Güncelleme Tarihi:
Yeni tip koronavirüs (Kovid-19) salgını, Almanya’da sanayi siparişlerinde, perakende satışlar ve imalatta ciddi kayıplara neden olurken salgının aynı zamanda istihdam piyasalarını da olumsuz etkilemesi bekleniyor.
Almanya Ekonomi ve Enerji Bakanlığı'nın 14-23 Nisan'da yaptırdığı bir araştırmaya göre ülkede 4 şirketten 3'ü Kovid-19 krizinin olumsuz etkilerini bekliyor.
Şirketleri en çok talep düşüşü ve likidite eksikliğinden etkiledi. Olumsuz etkilenen şirketlerin yaklaşık yarısı, işlerinin bir bölümü veya tamamını geçici olarak durdurmak zorunda kaldı.
Bakanlık , Alman ekonomisinin en erken üçüncü çeyreğe kadar istikrar kazanmasını öngörmezken, Almanya'nın ekonomik büyümesinin, tedarik zincirlerindeki olası aksaklıklardan ve çalışmaların askıya alınması nedeniyle üretim kaybından, düşük ihracat talebinden ve iç ekonomide önemli tüketici harcamalarının düşmesinden etkilenmesini bekliyor.

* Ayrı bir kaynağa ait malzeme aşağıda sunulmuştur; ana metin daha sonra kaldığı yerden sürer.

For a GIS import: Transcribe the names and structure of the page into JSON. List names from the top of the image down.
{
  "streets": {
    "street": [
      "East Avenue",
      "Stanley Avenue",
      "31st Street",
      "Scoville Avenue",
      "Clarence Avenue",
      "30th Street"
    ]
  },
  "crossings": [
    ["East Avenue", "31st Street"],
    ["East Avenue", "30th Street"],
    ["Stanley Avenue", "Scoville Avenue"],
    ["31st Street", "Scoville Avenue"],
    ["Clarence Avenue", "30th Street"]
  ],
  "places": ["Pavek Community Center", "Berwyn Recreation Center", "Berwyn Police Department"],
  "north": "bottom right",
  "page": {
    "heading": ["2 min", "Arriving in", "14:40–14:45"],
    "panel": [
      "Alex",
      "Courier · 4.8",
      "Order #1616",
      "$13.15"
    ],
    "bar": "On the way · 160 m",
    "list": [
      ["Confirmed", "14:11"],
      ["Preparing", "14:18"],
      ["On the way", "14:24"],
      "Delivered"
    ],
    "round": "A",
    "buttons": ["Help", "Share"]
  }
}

PERAKENDE SATIŞLARDA MARTTA SON 13 YILIN EN BÜYÜK DÜŞÜŞÜ
Almanya Federal İstatistik Ofisi (Destatis), verilerine göre, Ülkede reel perakende satışlar, mart ayında Kovid-19 salgınının etkisiyle bir önceki aya göre yüzde 5,6 daralarak, son 13 yılın en büyük düşüşünü kaydetti.
İnternet ve posta yolu ile siparişlerde martta yüzde 13,4 artış görülürken, gıda dışı perakende satışlarında yüzde 10,1 düşüş kaydedildi. Gıda dışı perakende (tekstil, giyim, ayakkabı ve deri ürünleri) satışlarında 1994’ten beri en yüksek düşüş görüldü. Korona krizi, perakende sektörün de derin bir bölünmeye neden olurken ekonomik faaliyetlerin sınırlandırılmasının sert bir şekilde vurduğu tekstil perakende ticareti, daha önce hiç olmadığı kadar gelir kaybetti. Bunun yanında eczaneler ve süpermarketler kriz döneminde güçlü bir büyüme gösterdi. Martta süpermarketlerin reel satışları ise yüzde 10,3 artması dikkati çekti.
Almanya Perakendeciler Birliği (HDE), son anketine göre korona krizi, mayıs ayında tüketiciler arasında satın almada bozulma devam ediyor. HDE, konuya ilişkin yaptığı açıklamada “Haftadan haftaya, ekonomide korona krizinin negatif sonuçları daha belirgin hale geliyor. Ciddi bir resesyon kaçınılmaz gibi duruyor. Aynı zamanda, tüketici hissindeki bozulma da hızlanıyor. Mayıs ayında, HDE tüketim barometresi üst üste iki aydır düştü. Daha önce mayıs ayında bir önceki aya göre böyle büyük bir düşüş görülmedi.
SANAYİ ÜRETİMİNDE YAKLAŞIK SON 30 YILIN EN BÜYÜK DÜŞÜŞÜ
Almanya'da sanayi üretimi, Kovid-19 salgınının etkisiyle özellikle sermaye malları ve otomotiv üretiminin düşmesiyle martta şubat ayına göre yüzde 9,2 geriledi. Böylece, Kovid-19 salgını etkisiyle ülkede sanayi üretimi kayıtların tutulduğu 1991'den bu yana puan bazlı en büyük düşüşü gösterdi ve sanayi üretiminin seviyesi yaklaşık son 30 yılın en düşük seviyesi olarak kayıtlara geçti.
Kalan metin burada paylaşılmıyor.